- [PROBLEM STATEMENT]:
Exact transcription, pictures omitted: begin at the top line of the records below and end with the line bearing "solid #fff;border-radius:50%;box-shadow:0 1px".

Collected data
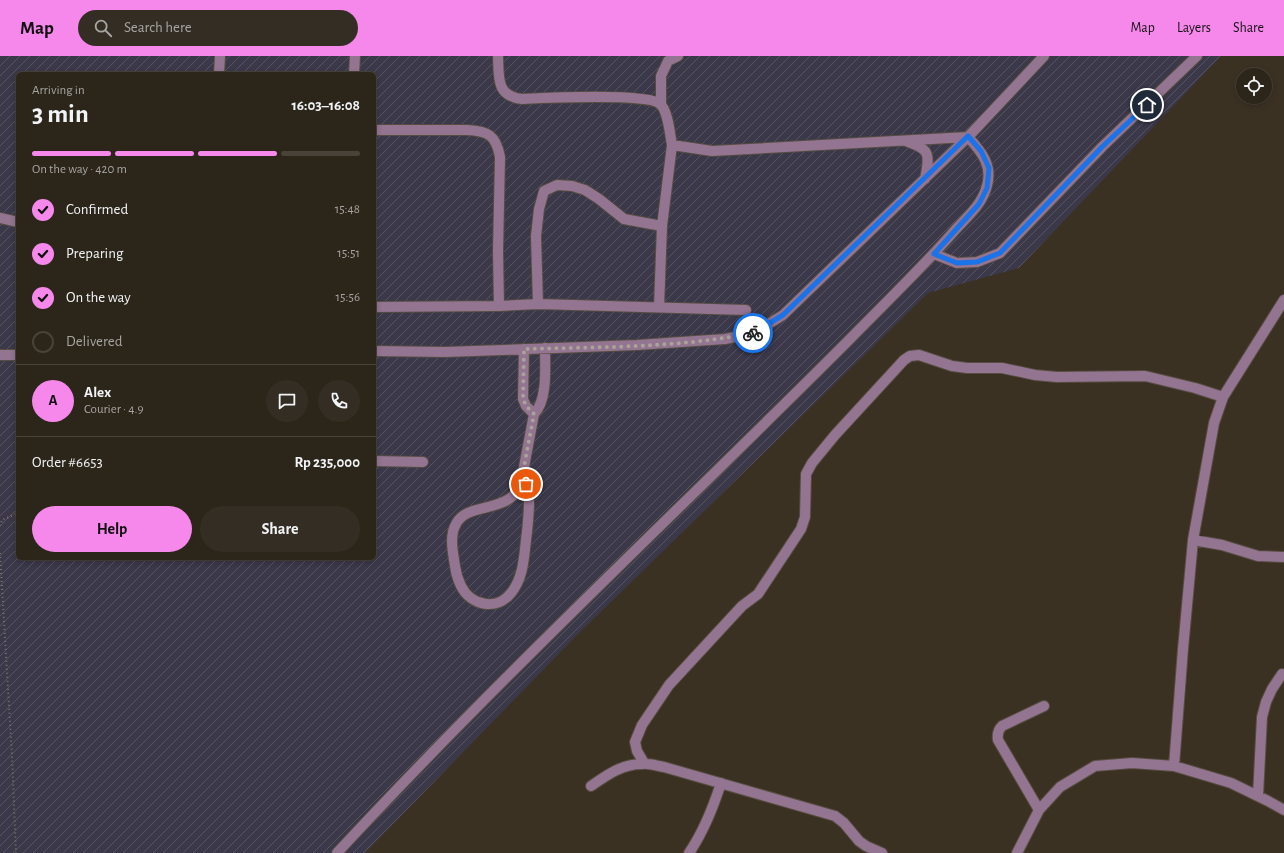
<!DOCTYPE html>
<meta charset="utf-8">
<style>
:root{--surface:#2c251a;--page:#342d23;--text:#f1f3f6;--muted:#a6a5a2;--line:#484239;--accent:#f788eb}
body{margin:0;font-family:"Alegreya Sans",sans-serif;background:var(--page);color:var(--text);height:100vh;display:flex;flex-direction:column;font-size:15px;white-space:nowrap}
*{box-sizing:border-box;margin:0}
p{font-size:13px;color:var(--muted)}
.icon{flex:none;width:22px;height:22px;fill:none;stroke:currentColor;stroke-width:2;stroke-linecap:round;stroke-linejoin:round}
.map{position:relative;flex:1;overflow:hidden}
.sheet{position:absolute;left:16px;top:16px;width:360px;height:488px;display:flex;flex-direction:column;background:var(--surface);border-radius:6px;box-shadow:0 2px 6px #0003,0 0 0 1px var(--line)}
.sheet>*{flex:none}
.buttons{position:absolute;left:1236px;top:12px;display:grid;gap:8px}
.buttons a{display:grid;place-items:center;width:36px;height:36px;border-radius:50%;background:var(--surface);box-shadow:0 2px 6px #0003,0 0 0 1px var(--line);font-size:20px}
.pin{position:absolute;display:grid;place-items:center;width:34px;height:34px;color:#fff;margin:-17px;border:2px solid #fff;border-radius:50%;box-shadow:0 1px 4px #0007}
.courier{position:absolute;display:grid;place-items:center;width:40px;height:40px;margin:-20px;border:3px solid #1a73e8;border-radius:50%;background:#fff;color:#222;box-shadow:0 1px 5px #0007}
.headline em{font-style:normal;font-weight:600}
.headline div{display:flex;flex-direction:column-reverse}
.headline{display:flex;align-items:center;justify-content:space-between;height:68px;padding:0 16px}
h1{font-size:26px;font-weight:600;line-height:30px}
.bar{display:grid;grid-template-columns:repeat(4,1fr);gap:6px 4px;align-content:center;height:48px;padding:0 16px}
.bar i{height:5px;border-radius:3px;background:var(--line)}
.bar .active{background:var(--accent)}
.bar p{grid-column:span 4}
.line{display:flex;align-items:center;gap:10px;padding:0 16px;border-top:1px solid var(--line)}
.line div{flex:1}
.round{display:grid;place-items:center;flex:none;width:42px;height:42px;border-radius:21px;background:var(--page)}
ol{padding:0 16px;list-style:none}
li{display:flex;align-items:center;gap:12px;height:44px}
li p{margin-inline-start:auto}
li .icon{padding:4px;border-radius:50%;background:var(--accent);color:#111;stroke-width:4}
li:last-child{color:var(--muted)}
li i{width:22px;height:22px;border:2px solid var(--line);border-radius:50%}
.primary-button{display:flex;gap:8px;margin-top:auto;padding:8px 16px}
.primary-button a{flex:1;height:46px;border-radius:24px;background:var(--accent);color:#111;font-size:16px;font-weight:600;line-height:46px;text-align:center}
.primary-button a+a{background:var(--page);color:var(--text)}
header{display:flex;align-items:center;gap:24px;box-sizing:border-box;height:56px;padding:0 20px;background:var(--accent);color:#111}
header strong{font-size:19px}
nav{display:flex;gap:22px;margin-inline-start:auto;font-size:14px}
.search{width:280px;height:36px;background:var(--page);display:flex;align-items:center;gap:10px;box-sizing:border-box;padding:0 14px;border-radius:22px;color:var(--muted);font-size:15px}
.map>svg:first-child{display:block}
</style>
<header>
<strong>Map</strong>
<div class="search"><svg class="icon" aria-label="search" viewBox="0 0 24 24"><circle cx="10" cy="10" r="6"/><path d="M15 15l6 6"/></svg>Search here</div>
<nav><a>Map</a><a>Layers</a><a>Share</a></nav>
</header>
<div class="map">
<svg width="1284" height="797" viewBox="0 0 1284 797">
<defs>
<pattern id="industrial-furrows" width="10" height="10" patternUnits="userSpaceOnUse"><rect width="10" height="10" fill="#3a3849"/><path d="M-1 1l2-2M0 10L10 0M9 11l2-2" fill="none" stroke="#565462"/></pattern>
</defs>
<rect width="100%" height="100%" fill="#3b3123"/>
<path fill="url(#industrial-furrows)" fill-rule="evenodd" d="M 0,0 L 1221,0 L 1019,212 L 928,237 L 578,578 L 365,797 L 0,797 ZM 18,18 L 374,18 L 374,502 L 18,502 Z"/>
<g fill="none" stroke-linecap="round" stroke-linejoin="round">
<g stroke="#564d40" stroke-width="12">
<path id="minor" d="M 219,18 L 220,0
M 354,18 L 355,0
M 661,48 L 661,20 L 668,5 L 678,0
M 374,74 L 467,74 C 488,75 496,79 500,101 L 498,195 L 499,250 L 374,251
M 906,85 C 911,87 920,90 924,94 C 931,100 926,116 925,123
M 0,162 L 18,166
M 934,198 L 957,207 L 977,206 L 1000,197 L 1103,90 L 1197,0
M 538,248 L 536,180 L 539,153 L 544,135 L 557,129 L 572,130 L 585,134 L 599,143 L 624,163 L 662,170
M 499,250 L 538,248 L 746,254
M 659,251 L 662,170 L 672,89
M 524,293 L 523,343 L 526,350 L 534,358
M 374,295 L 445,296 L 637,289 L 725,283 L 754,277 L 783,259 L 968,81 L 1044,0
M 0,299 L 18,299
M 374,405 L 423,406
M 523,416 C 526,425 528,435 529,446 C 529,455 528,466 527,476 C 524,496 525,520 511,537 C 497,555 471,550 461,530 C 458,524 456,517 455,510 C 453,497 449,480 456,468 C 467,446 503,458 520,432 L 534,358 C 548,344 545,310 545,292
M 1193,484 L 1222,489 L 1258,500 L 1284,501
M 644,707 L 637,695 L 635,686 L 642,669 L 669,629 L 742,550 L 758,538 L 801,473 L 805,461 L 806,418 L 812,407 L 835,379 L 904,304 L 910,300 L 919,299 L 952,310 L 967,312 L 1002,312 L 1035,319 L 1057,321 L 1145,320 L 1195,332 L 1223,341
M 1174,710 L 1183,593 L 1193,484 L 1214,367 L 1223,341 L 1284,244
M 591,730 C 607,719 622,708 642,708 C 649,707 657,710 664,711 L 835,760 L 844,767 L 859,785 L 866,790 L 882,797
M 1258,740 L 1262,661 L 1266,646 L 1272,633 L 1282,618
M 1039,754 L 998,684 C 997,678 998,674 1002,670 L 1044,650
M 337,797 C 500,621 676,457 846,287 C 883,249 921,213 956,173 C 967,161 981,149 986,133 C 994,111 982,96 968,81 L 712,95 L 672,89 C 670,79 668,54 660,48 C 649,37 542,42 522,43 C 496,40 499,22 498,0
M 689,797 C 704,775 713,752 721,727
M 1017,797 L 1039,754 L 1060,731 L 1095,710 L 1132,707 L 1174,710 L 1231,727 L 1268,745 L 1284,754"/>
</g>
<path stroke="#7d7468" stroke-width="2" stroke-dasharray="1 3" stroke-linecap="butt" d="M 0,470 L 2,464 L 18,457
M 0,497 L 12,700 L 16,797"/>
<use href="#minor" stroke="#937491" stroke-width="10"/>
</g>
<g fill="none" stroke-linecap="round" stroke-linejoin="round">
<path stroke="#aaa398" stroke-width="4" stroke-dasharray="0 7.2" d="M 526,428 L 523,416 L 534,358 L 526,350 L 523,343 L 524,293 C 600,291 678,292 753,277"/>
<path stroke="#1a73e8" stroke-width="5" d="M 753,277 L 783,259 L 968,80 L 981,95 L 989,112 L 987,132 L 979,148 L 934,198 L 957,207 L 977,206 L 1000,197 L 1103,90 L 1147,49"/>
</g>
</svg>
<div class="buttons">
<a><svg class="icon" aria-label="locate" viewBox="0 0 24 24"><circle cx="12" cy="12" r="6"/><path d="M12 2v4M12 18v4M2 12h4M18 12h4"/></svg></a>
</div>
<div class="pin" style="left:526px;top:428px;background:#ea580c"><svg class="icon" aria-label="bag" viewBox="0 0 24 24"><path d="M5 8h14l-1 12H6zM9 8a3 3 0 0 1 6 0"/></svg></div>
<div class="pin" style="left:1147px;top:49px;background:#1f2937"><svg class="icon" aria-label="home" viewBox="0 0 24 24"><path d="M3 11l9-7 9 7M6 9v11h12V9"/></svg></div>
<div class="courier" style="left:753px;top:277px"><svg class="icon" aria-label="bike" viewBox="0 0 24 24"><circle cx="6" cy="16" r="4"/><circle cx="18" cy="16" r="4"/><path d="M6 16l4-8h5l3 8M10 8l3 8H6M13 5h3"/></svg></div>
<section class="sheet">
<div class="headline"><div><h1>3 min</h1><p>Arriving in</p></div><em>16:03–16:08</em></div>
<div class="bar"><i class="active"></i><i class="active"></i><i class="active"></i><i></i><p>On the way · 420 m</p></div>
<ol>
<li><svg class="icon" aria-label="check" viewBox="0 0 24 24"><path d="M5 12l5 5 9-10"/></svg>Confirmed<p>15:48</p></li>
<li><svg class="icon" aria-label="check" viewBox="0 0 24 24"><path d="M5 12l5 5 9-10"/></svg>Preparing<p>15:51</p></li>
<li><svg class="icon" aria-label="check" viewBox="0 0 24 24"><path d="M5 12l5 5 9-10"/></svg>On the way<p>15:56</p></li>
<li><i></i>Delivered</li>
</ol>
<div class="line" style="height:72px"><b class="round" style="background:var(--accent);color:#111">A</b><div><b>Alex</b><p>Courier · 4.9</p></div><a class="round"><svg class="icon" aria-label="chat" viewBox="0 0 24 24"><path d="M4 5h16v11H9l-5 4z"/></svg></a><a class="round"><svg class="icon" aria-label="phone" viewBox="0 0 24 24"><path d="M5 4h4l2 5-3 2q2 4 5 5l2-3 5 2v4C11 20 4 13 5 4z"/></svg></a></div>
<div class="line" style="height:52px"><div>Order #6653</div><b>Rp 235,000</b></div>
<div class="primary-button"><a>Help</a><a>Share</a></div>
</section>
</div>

- [RESULT FOR THIS EXERCISE]:
<!DOCTYPE html>
<meta charset="utf-8">
<style>
:root{--surface:#2c251a;--page:#342d23;--text:#f1f3f6;--muted:#a6a5a2;--line:#484239;--accent:#f788eb}
body{margin:0;font-family:"Alegreya Sans",sans-serif;background:var(--page);color:var(--text);height:100vh;display:flex;flex-direction:column;font-size:15px;white-space:nowrap}
*{box-sizing:border-box;margin:0}
p{font-size:13px;color:var(--muted)}
.icon{flex:none;width:22px;height:22px;fill:none;stroke:currentColor;stroke-width:2;stroke-linecap:round;stroke-linejoin:round}
.map{position:relative;flex:1;overflow:hidden}
.sheet{position:absolute;left:16px;top:16px;width:360px;height:488px;display:flex;flex-direction:column;background:var(--surface);border-radius:6px;box-shadow:0 2px 6px #0003,0 0 0 1px var(--line)}
.sheet>*{flex:none}
.buttons{position:absolute;left:1236px;top:12px;display:grid;gap:8px}
.buttons a{display:grid;place-items:center;width:36px;height:36px;border-radius:50%;background:var(--surface);box-shadow:0 2px 6px #0003,0 0 0 1px var(--line);font-size:20px}
.pin{position:absolute;display:grid;place-items:center;width:34px;height:34px;color:#fff;margin:-17px;border:2px solid #fff;border-radius:50%;box-shadow:0 1px 4px #0007}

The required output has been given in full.